What’s your ToC? Theories of Change are the perfect way to understand others


I’m working hard on my book Learn Theorymaker. Theorymaker is, amongst other things, a set of rules for drawing Theory of Change diagrams. It provides a small number of conventions about what an arrow means, what a box means, and so on, within a Theory of Change diagram. Though there are just a few conventions, they are very powerful.

At the same time, I’ve been working on a Theory of Change for a client which involves multiple stakeholders and so I’ve been thinking hard about what this might actually mean.

What is a Theory of Change?

In a nutshell, a Theory of Change in Theorymaker is a Theory plus two more magic ingredients.

What is a Theory?

A Theory consists of some Variables plus some Rules about how they affect one another, perhaps like this:

Father: mood in evening

 Child: behaviour on arriving from school

 Father: satisfaction with work day

  Boss: mood during day

This is a pretty vague Theory because it says hardly anything about the nature of these Variables - are they numerical or what?
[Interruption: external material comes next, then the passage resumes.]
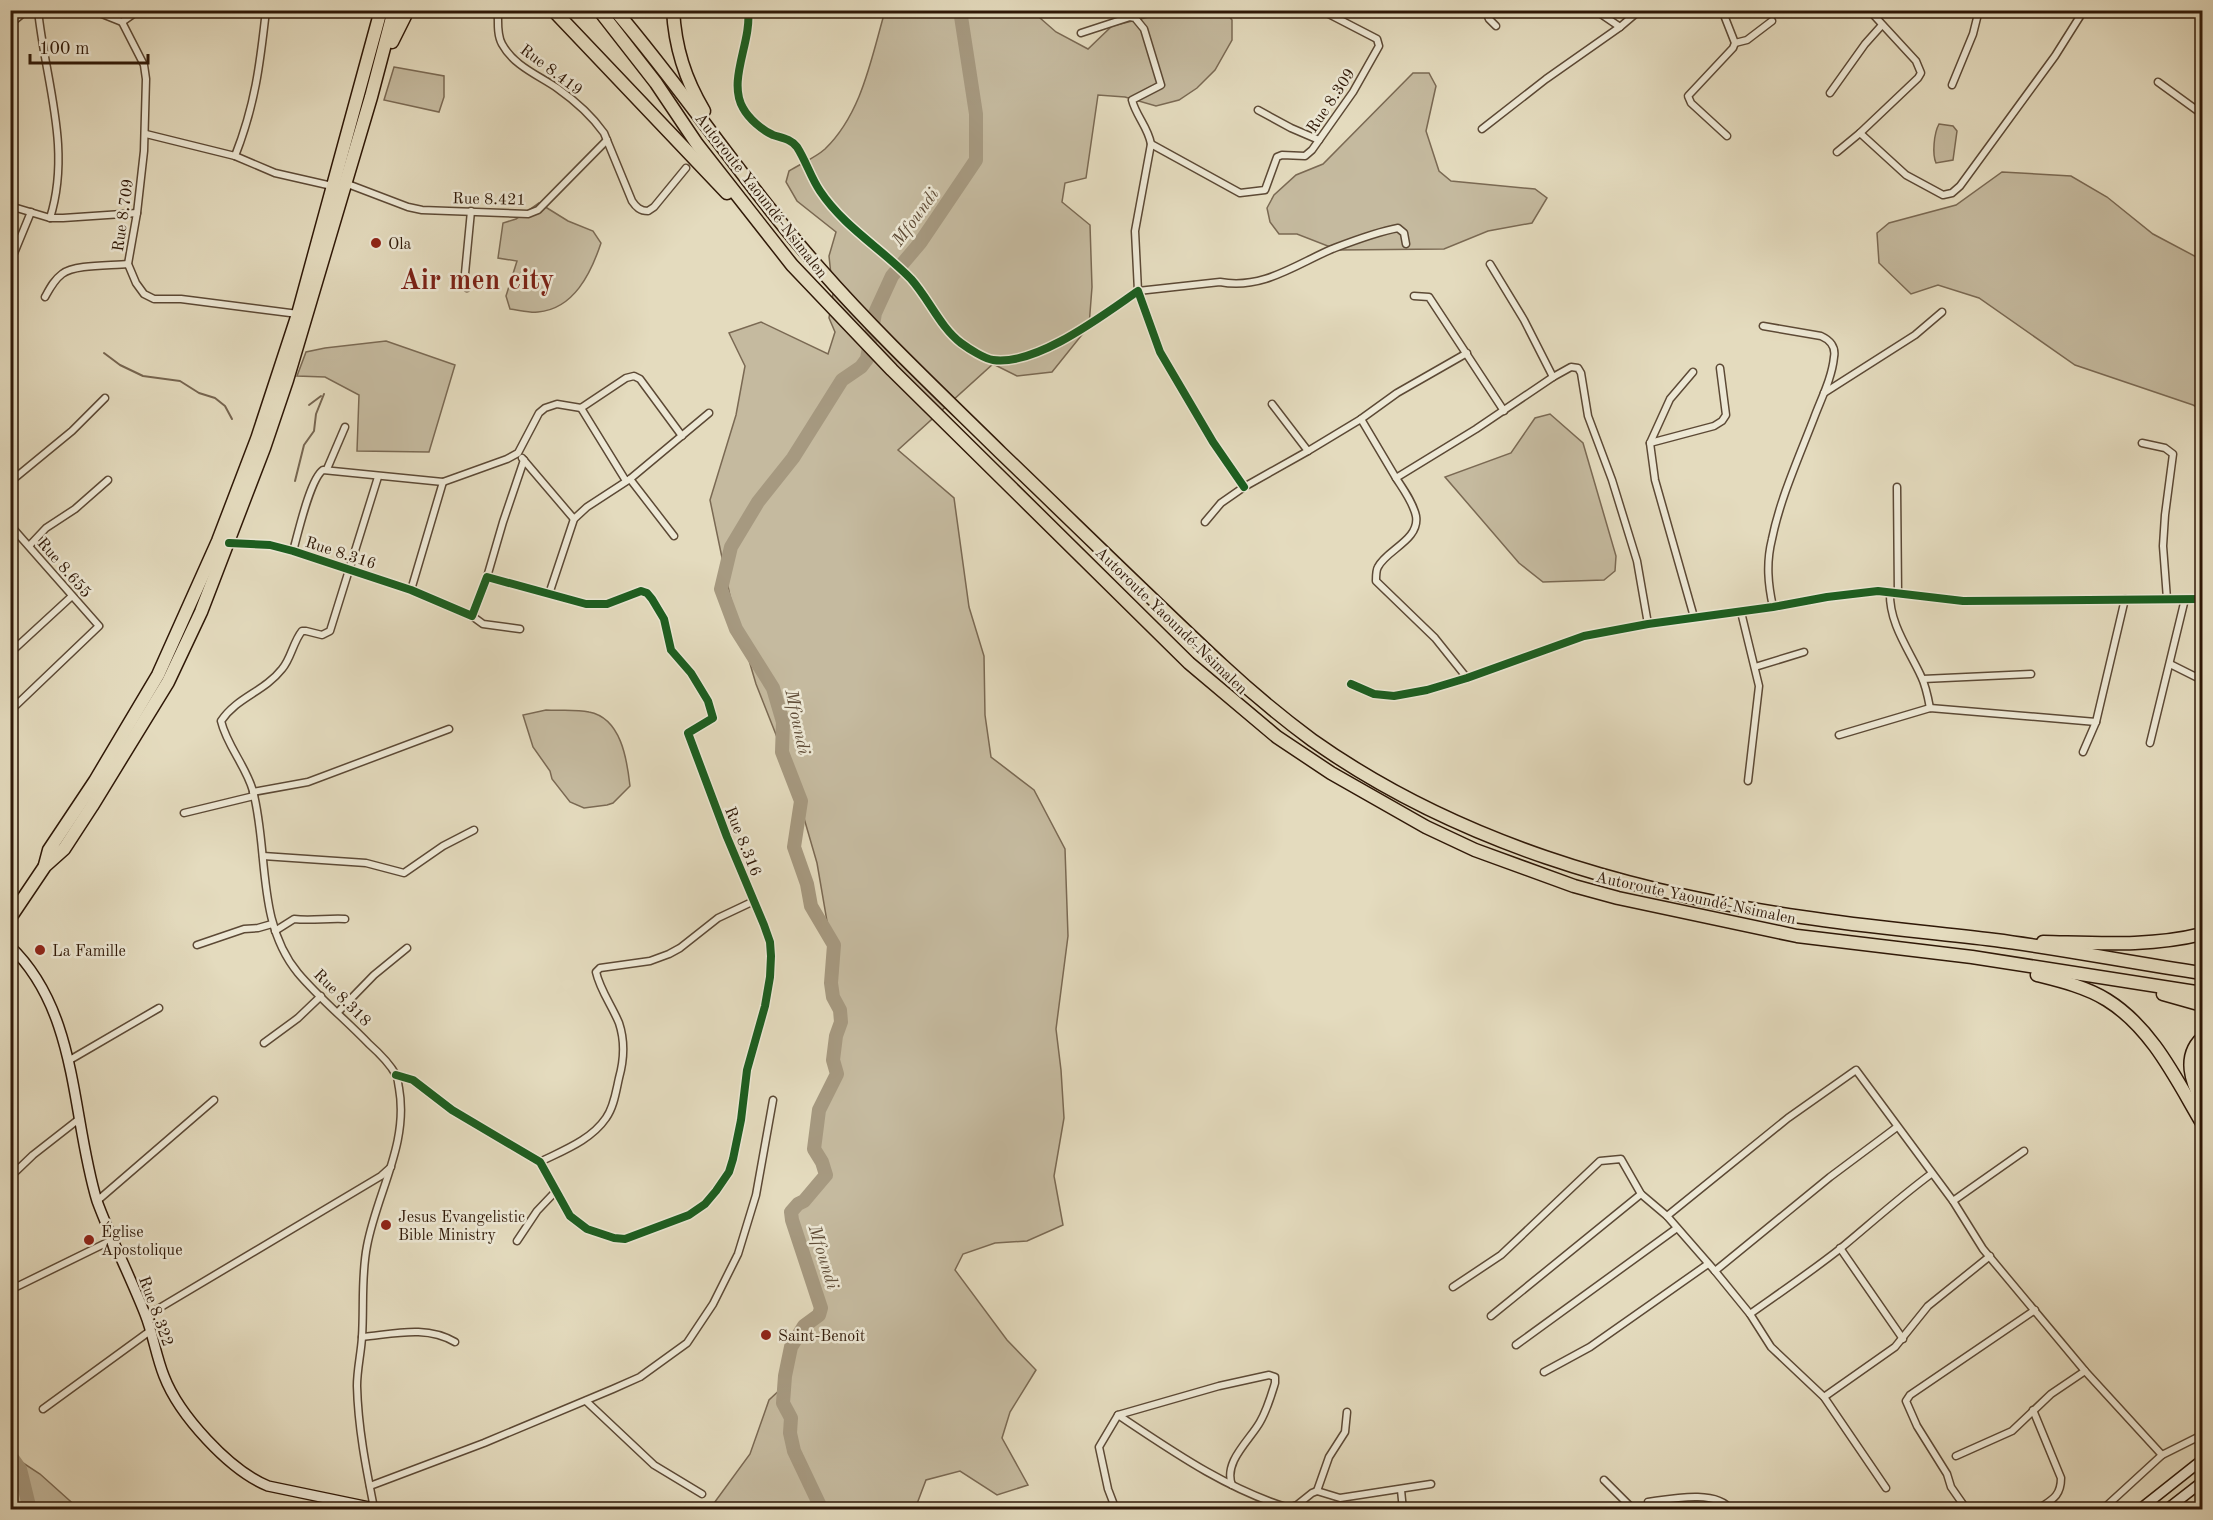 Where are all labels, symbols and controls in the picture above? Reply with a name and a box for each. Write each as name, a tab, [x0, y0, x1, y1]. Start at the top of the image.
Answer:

And it doesn’t say anything about the kind of Rule that links them up: are these linear relationships? Probably not, probably there are some tipping points involved. Still, all Theories are vague to some extent, and sometimes a simple, vague Theory is all we need.

Adding in !do Variables and !valued Variables

Now suppose I am the child and my aim is, glory be, to improve my father’s mood this evening. To turn this Theory into a Theory of Change, I just take my (more or less correct) Theory and add two things:

  • I mark one or more Variables as valuable to me (using a green wedge)
  • I mark one or more Variables as controllable by me (using a red heart)

As the only thing I care about in this Theory is my father’s mood, I just mark this Variable with a heart. And the only thing I can control directly is my behaviour coming home from school. So my Theory of Change looks something like this:

Father: mood in evening !valued 

 !do Child: behaviour on arriving from school

 Father: satisfaction with work day

  Boss: mood during day

So, at least I know that, as I want to influence my father’s mood that evening, I need to tweak my behaviour on arriving from school.

Actually, Theorymaker gives us some neat ways of being a bit (or a lot) more precise than that. Here, we are adding some more details:

Father: mood in evening !valued 

 !do Child: behaviour on arriving from school

 Father: satisfaction with work day

  Boss: mood during day

Adding more details to the diagram

We have designated all of these Variables with a new symbol (a rising black triangle) to say that they are so-called lo-hi Variables: a very simple and common kind of Variable which is not necessarily measurable with numbers but which is at least capable of gradations. For example, the Dad’s mood could be rotten, or OK, or even pretty sunny, or anything in between. This kind of Variable is very common but there are plenty of other kinds - numerical Variables for example, or binary yes/no Variables.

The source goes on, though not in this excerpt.